Your objective ->
Repeat the records below exactly, beginning at the first line and finishing with the line that contains "0 #c5cac8) drop-shadow(-1px".

Data to process Block Start

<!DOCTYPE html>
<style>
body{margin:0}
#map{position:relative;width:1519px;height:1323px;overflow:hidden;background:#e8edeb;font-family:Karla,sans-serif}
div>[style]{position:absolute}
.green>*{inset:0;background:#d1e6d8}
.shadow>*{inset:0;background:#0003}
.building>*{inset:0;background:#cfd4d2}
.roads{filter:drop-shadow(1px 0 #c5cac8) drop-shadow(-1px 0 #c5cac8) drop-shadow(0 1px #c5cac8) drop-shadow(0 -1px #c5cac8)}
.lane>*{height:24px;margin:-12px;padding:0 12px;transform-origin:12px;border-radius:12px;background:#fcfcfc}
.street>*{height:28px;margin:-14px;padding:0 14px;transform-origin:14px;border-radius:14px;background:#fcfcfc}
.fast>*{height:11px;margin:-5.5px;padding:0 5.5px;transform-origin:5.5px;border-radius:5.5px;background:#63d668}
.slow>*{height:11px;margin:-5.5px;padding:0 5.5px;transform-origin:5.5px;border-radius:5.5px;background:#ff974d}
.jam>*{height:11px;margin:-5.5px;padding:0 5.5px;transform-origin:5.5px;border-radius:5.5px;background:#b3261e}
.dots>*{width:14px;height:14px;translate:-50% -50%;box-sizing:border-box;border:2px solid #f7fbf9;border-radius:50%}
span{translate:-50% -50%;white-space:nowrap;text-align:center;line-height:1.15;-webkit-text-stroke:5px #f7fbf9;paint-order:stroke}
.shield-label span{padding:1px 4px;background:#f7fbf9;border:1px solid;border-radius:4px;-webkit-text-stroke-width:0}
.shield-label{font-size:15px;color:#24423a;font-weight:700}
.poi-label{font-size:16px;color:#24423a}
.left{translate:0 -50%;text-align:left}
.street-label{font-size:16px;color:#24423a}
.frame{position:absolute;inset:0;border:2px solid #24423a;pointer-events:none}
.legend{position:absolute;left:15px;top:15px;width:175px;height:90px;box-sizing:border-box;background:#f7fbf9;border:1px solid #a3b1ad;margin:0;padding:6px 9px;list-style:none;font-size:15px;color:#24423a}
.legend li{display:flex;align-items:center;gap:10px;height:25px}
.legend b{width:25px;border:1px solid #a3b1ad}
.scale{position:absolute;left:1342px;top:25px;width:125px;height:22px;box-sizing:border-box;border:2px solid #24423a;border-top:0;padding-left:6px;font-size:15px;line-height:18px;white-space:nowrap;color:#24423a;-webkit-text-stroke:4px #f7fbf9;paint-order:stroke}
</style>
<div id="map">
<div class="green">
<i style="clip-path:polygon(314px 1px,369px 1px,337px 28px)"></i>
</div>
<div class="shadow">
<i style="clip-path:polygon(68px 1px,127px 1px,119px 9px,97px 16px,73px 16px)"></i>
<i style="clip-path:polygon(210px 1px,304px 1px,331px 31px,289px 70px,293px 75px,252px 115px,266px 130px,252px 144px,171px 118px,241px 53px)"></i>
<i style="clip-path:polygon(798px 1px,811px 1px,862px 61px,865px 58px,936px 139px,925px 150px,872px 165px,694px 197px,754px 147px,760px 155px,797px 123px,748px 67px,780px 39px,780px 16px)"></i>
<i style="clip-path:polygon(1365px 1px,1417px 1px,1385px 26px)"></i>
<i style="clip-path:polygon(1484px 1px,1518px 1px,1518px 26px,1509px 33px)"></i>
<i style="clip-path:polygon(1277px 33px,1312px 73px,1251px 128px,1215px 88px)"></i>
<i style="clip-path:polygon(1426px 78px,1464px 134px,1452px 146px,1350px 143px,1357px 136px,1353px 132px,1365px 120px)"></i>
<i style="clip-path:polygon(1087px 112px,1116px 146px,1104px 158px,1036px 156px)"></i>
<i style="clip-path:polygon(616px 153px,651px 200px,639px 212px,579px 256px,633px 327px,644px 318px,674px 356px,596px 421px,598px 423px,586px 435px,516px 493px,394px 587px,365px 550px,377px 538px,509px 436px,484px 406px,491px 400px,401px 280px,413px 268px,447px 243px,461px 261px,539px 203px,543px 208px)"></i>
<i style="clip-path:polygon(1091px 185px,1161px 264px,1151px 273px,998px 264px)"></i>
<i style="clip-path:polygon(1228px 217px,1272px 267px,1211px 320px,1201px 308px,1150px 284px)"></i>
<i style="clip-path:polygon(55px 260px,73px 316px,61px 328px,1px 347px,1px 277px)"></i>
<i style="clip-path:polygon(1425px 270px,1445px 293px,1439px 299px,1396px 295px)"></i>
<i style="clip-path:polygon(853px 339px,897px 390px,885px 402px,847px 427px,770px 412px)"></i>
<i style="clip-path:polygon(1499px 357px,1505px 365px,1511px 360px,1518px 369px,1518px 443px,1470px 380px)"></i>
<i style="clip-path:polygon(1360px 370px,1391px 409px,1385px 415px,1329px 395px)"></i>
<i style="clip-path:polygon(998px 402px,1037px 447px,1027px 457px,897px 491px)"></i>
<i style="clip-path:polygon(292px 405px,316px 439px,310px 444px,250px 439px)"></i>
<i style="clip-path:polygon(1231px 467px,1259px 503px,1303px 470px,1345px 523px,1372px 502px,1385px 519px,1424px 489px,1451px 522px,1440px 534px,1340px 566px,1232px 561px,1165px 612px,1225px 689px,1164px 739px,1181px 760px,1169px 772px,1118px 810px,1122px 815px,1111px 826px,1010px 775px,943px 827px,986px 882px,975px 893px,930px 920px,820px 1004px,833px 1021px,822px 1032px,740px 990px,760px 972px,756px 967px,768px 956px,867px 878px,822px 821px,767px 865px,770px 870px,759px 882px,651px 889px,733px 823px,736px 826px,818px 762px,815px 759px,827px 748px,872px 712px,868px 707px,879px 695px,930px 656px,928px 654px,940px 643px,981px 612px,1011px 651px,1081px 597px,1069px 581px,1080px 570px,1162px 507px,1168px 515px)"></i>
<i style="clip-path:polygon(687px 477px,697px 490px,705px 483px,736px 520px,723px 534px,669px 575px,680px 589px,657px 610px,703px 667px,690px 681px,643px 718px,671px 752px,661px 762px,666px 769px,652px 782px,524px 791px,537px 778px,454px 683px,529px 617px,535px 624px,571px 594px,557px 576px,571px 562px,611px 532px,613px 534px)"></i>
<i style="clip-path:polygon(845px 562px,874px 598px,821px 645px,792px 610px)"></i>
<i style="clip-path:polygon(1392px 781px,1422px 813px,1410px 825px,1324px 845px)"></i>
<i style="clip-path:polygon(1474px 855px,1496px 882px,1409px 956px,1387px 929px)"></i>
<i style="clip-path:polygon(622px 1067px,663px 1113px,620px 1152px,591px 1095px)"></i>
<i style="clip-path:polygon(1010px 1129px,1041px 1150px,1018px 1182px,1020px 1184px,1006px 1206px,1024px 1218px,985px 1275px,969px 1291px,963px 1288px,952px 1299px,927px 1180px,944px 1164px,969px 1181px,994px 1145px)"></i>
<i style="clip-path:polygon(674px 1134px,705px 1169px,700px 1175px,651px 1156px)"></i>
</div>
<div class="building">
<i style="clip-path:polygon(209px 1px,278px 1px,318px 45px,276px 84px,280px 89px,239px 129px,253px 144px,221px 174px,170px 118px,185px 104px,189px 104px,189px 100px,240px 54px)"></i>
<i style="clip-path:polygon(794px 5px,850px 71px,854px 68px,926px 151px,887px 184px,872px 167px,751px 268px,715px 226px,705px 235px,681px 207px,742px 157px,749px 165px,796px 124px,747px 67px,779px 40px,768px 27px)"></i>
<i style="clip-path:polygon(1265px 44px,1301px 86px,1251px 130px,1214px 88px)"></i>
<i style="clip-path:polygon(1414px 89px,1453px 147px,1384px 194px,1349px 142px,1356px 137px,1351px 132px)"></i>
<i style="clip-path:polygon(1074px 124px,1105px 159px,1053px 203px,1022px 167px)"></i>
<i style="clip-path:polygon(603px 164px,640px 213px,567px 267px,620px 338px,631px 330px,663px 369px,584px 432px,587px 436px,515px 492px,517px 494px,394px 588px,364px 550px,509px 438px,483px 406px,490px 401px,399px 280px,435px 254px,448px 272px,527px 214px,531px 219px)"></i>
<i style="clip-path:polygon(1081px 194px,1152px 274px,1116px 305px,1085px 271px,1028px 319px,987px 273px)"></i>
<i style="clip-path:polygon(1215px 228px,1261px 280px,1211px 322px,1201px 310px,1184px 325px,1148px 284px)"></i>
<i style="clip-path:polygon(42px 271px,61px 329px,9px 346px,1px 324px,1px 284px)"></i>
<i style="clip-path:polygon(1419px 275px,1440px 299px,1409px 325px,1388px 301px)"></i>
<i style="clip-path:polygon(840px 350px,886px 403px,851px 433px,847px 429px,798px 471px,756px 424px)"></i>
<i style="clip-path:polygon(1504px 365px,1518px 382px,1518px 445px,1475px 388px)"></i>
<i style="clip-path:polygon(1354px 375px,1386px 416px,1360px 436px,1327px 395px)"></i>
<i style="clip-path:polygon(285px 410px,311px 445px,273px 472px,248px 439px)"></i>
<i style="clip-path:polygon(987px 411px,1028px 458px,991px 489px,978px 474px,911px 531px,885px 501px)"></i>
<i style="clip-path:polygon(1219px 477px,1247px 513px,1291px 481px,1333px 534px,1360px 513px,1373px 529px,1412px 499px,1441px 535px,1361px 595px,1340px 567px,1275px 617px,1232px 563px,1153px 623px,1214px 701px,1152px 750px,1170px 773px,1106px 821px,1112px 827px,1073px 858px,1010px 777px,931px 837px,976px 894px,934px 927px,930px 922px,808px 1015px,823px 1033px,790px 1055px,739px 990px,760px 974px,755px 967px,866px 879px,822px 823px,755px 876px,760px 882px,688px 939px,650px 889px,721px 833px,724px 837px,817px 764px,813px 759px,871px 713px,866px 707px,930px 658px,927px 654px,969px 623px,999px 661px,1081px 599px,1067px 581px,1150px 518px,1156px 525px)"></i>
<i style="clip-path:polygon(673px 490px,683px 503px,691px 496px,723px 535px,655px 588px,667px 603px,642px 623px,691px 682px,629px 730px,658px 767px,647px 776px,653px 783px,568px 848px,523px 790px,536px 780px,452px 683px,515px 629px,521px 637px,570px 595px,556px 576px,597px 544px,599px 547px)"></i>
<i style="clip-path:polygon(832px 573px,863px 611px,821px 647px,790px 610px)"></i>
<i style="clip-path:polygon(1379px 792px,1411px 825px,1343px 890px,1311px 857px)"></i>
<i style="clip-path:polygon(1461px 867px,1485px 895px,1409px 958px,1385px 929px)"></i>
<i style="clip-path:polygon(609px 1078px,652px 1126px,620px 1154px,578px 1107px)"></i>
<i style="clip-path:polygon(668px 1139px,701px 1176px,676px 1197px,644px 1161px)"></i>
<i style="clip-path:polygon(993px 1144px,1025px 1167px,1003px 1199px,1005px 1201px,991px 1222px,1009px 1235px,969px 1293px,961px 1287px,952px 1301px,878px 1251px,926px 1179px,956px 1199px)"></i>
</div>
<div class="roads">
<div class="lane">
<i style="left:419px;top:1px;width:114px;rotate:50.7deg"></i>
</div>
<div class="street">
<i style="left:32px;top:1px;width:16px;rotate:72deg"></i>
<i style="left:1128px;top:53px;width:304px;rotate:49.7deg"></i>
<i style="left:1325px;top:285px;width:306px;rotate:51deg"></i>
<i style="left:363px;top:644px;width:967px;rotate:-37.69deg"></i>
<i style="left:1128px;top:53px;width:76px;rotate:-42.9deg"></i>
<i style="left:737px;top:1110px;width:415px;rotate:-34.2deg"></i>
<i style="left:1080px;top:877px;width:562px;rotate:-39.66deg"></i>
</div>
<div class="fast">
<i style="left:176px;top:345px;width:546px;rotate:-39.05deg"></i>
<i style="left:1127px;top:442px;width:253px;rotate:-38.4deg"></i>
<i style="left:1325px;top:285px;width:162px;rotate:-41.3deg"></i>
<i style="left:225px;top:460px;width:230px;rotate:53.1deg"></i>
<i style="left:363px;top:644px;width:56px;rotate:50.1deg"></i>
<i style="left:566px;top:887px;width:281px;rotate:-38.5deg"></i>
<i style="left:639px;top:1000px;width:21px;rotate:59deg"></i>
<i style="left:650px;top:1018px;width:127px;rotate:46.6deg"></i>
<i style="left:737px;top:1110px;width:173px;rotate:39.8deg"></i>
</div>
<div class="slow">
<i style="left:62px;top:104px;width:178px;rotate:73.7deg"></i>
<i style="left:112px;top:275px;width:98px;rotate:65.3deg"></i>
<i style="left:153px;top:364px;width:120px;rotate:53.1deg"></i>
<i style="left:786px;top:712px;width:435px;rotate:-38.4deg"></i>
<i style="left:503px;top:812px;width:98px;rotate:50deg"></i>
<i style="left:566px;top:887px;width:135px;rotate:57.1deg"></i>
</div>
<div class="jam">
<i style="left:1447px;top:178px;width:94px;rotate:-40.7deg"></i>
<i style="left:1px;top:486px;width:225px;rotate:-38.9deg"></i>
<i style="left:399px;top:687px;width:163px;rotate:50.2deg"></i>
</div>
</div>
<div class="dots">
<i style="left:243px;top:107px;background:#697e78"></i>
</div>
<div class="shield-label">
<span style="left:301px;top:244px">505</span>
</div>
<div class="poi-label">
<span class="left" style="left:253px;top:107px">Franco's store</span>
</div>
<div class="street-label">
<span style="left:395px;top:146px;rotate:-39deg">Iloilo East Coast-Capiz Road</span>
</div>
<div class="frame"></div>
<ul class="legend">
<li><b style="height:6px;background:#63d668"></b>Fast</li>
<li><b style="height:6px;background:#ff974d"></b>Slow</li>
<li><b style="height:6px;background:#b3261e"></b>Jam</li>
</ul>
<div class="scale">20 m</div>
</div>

Data to process Block End

Expected answer ->
<!DOCTYPE html>
<style>
body{margin:0}
#map{position:relative;width:1519px;height:1323px;overflow:hidden;background:#e8edeb;font-family:Karla,sans-serif}
div>[style]{position:absolute}
.green>*{inset:0;background:#d1e6d8}
.shadow>*{inset:0;background:#0003}
.building>*{inset:0;background:#cfd4d2}
.roads{filter:drop-shadow(1px 0 #c5cac8) drop-shadow(-1px 0 #c5cac8) drop-shadow(0 1px #c5cac8) drop-shadow(0 -1px #c5cac8)}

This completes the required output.